The low stakes and modest ambitions of Hawkeye make it less continuity-shaping event television than, say, Loki, but it has its share of charm and heart.
This recap of Hawkeye season 1, episode 1, “Never Meet Your Heroes”, Hawkeye season 1, episode 2, “Hide and Seek”, contains spoilers.
Marvel’s recent run of films and TV shows have made it no secret that they’re trying to usher in the next generation of heroes and villains. The Falcon and the Winter Soldier passed Captain America’s shield to Sam Wilson. Loki opened a wormhole right to Kang the Conqueror. The overdue Black Widow introduced Florence Pugh’s Yelena Belova as Natasha’s hot spy replacement, and Shang-Chi and the Legend of the Ten Rings gave us not just a new hero but a rebranding of an old organization as well. Hawkeye fits right in with this model. It might ostensibly be a swansong for perennially underused flinty marksman Clint Barton (Jeremy Renner), but it’s much more an introduction to his inevitable replacement, the fresh-faced, wisecracking young archer Kate Bishop (Hailee Steinfeld).
Hawkeye season 1, episode 1 & 2 recap – “Never Meet Your Heroes” and “Hide and Seek”
It’s only fitting that Clint takes a backseat in his own namesake show. There’s a longstanding joke about his general uselessness. He has no powers, he never got his own solo movie, he sat out a crucial battle for half of galactic life, many felt like Natasha’s sacrifice in Avengers: Endgame should have been his (though perhaps, given subsequent contract disputes, it’s better for Disney that it wasn’t), and his supposedly cool exploits as the murderous swordsman Ronin during the infamous Blip have remained mostly unexamined. Hawkeye seems to be aware of all of this. Clint’s characterization is based around his lingering sense of survivor’s guilt and overall fatigue with superheroism, and the plot is kick-started by the after-effects of his time as Ronin, thanks to Kate donning the suit while interrupting its sale in a black-market auction and getting caught on camera afterward, leading the underworld to fear that the vigilante is back in business.
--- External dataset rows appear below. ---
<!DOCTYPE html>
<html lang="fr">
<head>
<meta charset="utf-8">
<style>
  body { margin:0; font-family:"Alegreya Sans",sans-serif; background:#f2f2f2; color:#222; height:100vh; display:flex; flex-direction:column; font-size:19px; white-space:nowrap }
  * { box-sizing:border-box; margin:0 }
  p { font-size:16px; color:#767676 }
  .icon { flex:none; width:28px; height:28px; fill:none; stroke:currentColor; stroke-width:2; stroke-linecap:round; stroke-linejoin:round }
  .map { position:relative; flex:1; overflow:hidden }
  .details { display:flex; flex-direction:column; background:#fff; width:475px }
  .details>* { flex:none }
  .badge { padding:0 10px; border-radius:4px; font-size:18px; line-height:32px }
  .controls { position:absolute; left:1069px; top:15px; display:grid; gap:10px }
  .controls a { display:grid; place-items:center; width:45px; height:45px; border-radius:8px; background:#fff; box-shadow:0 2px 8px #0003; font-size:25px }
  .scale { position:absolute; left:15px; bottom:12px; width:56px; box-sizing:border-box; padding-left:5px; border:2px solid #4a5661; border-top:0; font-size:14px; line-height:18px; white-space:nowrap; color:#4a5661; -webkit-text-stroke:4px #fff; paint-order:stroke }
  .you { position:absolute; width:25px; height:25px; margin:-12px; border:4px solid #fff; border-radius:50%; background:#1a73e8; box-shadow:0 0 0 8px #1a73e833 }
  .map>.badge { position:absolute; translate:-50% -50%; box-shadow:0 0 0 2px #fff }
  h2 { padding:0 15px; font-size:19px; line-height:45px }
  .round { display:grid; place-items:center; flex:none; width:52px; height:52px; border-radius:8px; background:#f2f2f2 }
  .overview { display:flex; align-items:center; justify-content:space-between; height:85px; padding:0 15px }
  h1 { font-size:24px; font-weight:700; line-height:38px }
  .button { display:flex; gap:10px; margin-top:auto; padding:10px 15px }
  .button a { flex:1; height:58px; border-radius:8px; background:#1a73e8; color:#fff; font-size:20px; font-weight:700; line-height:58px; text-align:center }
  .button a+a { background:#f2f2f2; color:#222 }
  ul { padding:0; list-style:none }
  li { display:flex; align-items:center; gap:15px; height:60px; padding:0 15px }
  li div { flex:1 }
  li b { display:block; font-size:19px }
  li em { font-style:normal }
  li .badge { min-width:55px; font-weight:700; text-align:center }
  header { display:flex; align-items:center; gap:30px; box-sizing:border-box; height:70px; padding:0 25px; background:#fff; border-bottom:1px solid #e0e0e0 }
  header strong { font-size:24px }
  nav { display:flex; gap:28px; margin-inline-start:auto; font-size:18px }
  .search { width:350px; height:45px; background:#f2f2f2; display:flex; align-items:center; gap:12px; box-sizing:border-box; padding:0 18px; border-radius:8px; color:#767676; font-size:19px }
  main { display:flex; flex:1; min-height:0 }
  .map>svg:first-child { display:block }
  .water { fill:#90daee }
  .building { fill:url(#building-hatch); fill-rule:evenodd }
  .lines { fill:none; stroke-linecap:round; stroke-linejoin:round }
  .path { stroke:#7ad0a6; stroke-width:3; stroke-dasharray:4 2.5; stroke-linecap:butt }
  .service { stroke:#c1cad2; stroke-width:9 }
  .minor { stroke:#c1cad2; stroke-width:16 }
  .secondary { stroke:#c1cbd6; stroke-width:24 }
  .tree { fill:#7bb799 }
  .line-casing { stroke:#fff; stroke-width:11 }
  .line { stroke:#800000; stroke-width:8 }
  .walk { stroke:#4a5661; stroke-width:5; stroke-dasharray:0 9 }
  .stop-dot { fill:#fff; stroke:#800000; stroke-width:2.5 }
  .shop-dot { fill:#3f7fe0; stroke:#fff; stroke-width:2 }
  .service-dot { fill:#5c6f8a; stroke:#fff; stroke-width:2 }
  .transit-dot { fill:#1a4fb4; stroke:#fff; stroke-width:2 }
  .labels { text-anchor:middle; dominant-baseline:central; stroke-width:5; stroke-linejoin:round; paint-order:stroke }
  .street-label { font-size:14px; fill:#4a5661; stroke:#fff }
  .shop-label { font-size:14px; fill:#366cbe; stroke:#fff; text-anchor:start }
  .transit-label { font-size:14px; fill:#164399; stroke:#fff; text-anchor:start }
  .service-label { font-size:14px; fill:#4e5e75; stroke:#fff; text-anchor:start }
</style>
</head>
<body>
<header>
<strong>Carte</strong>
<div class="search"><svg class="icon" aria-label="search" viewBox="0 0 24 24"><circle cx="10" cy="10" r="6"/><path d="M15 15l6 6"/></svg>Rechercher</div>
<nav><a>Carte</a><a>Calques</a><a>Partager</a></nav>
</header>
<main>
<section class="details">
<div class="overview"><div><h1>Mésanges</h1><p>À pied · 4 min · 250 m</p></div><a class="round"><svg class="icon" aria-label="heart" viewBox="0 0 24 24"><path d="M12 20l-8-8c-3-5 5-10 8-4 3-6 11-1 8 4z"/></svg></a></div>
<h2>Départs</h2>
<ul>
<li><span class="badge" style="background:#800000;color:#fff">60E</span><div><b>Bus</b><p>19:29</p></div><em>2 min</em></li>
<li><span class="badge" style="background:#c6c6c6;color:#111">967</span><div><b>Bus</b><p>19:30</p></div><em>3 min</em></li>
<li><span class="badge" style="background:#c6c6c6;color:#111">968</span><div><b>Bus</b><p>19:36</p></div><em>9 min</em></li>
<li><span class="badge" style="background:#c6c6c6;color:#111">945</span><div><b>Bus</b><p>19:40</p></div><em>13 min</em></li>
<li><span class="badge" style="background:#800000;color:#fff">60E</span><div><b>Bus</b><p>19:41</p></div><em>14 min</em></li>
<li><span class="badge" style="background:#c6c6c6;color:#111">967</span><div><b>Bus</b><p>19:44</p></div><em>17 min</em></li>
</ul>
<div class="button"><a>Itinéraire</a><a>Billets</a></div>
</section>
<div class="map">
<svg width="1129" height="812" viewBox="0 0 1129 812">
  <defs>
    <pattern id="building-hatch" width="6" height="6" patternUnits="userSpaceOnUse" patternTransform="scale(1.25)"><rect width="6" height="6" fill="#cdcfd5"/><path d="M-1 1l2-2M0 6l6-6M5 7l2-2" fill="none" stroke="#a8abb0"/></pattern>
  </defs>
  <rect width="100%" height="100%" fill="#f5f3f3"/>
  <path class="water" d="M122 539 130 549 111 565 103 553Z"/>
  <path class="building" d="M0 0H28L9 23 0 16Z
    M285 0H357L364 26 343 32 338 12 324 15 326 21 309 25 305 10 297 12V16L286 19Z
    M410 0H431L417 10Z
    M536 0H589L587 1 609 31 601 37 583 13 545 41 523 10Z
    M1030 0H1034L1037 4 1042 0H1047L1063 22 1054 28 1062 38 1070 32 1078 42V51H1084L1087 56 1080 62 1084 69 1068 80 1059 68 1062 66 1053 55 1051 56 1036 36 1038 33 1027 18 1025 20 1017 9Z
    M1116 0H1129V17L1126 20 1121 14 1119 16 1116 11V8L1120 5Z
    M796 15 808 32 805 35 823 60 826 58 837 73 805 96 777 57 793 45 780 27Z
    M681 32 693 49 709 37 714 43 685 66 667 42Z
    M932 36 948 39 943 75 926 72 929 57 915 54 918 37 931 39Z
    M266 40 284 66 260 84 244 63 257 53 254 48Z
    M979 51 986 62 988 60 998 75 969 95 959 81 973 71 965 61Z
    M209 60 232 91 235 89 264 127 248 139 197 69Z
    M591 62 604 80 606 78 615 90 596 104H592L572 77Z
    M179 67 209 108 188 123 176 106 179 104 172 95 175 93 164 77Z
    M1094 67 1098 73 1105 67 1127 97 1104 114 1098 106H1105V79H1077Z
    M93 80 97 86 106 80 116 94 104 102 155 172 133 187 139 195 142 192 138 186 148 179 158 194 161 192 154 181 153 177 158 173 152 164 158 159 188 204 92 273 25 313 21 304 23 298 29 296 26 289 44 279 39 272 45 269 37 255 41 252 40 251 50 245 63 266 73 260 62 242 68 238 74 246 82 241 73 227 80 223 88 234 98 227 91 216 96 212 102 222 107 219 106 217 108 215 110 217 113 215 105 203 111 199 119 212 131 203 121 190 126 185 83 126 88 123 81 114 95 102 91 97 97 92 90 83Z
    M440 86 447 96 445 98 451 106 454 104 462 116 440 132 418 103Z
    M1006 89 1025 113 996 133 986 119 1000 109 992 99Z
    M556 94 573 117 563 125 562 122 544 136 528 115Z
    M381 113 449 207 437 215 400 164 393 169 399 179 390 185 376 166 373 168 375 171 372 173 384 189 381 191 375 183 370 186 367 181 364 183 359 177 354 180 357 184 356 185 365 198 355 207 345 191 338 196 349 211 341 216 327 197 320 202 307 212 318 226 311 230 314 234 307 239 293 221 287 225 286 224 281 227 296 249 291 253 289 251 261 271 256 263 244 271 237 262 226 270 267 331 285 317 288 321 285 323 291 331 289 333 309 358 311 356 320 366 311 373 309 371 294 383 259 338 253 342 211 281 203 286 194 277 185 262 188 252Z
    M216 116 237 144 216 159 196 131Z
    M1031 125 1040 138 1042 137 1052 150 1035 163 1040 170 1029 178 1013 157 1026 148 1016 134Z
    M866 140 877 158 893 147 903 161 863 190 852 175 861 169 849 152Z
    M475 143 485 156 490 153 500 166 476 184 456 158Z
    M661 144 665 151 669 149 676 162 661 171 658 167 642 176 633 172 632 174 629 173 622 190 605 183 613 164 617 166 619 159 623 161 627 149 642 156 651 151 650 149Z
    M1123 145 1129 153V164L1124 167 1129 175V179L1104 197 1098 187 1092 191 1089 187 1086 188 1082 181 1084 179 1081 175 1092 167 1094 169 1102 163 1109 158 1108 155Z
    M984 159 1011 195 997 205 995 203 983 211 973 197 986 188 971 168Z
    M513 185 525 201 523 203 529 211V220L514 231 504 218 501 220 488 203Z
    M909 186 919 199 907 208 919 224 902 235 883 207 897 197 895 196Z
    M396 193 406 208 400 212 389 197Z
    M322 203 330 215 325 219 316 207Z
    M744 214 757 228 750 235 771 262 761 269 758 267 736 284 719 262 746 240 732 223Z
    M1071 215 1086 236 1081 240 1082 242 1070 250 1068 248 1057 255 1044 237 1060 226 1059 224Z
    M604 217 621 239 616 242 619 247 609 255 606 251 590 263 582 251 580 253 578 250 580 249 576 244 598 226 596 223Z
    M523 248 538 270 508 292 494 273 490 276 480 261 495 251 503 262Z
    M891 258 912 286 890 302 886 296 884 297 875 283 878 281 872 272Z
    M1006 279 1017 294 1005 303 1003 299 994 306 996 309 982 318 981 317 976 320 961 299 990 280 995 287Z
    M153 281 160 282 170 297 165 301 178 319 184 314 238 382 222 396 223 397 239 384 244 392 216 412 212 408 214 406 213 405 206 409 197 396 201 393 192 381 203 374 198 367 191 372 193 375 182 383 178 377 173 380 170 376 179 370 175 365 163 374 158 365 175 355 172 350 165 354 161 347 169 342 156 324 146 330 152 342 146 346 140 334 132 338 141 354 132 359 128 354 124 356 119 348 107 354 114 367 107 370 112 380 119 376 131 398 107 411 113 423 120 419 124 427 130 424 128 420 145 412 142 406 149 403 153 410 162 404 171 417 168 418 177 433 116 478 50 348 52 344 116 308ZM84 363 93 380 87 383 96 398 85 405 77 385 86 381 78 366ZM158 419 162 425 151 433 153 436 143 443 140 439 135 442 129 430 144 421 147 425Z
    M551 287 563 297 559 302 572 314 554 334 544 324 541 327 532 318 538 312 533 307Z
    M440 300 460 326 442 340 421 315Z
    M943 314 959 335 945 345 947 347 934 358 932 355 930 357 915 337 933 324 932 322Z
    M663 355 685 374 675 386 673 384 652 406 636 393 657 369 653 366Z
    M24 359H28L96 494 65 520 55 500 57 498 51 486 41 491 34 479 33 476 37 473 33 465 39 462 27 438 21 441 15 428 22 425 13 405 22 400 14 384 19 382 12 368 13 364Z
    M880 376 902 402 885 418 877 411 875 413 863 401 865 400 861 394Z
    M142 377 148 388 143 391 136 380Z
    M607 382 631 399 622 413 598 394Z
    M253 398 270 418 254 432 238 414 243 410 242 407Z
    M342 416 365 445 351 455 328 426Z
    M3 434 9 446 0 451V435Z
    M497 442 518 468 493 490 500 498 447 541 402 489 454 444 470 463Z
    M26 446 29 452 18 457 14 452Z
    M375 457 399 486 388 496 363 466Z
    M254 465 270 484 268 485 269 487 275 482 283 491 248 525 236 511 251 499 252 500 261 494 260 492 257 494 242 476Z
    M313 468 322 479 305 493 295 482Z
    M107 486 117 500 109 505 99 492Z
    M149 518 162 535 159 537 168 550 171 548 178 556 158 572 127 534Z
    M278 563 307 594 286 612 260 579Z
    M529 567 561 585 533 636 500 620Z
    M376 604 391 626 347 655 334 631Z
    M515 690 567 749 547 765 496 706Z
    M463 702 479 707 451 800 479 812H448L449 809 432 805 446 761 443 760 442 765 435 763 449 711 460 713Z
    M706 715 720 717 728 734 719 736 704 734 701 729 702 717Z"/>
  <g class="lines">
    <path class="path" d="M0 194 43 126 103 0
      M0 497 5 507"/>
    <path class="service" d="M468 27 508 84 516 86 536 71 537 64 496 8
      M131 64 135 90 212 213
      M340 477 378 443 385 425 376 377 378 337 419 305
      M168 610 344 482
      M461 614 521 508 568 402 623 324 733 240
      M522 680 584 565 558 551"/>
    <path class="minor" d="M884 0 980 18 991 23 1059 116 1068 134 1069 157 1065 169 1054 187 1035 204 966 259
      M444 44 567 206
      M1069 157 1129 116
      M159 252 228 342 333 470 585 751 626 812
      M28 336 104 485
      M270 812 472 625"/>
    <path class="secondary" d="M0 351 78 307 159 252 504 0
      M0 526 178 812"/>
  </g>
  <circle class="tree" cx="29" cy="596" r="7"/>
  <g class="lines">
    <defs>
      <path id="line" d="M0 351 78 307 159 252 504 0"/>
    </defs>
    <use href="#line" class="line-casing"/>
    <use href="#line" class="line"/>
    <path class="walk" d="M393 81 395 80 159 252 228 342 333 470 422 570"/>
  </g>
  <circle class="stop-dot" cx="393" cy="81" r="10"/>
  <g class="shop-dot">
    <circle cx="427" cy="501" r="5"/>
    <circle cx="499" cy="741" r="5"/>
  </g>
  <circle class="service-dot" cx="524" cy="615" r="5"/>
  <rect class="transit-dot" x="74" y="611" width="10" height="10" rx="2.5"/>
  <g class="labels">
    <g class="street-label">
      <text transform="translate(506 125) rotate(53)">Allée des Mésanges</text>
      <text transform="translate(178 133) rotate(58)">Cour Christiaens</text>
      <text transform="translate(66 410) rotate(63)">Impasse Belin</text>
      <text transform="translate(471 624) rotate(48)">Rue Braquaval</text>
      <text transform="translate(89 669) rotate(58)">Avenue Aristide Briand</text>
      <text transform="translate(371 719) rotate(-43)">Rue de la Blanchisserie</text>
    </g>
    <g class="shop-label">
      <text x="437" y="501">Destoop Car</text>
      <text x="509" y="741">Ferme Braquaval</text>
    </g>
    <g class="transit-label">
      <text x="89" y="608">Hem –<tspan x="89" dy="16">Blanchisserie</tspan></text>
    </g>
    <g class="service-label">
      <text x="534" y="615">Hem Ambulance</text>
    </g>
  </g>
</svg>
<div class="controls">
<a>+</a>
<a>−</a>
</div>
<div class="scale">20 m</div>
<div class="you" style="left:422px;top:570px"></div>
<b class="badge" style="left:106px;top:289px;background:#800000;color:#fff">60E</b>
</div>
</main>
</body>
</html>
Kate’s at an auction because her mother, Eleanor (Vera Farmiga), is rich, and she has grown up in the lap of luxury despite having witnessed the Battle of New York in 2012 and lost her father in the process. From the bombed-out side of her swanky apartment, though, she saw Hawkeye doing his thing, and thus took up archery and other martial arts, determined to become a hero in her own right in amongst her responsibilities to Manhattan’s bourgeoisie. The auction is taking place in the basement of a charity gala where Kate learns that her mother is engaged to Jack Duquesne (Tony Dalton), aka “The Swordsman”, though nobody refers to him as such. The Duquesne family is prominent in Manhattan’s hoity-toity circles, so when Kate later discovers Jack’s uncle, Armand, whom she earlier overheard threatening Eleanor, dead on the floor of his home, it’s obvious that something dangerous and complicated is afoot.
Whatever it is, Clint, who is in New York with his kids to see Rogers: The Musical on Broadway, finds himself involved after seeing Ronin on the news. With his kids sent back home to his wife, Laura (a depressingly underused Linda Cardellini), Clint is forced to reluctantly team up with Kate and suffer a multitude of indignities along the way, including LARPing and being kidnapped by his useless old nemeses, the Tracksuit Mafia. His involvement is silly, and he explicitly can’t be bothered with it, which works surprisingly well given the show’s holiday setting and Clint’s general sense of being done with costumed crimefighting in general. After helping to thwart several alien invasions, he’s not going to get excited about a bunch of dudes in tracksuits with cartoonish Russian accents. This is a guy who just wants to get home to his family in time for Christmas.
But he also feels a sense of responsibility, both to his (albeit brief) time as Ronin and, inevitably, to Kate, who has grown up idolizing him and the life he can’t wait to leave behind. Clint knows intuitively that there’s much more trauma in vigilantism that Kate’s rebellious rich-girl could imagine, and he’s at once trying to spare her from that while also atoning for his own mistakes and proving that his character’s unlikely continued survival all these years has been worth it.
Hawkeye feels as if it has much more in common with Marvel’s Netflix shows, all of which were about street-level superheroics in and around New York, but it doesn’t have the same adults-only tone or indeed the caliber of action choreography. The show’s laidback style can veer towards a complete lack of seriousness at times, which is difficult to invest in throughout the first two episodes, but will hopefully be rectified as Clint and Kate both develop as characters and other elements of the MCU are folded into proceedings. I wouldn’t exact Hawkeye to have the same kind of mythological significance as Loki, for instance, or even to be a character study on the same scale as WandaVision, but there’s every chance it could be a decent and meaningful send-off for a long-time Avenger and a compelling argument in favor of his replacement.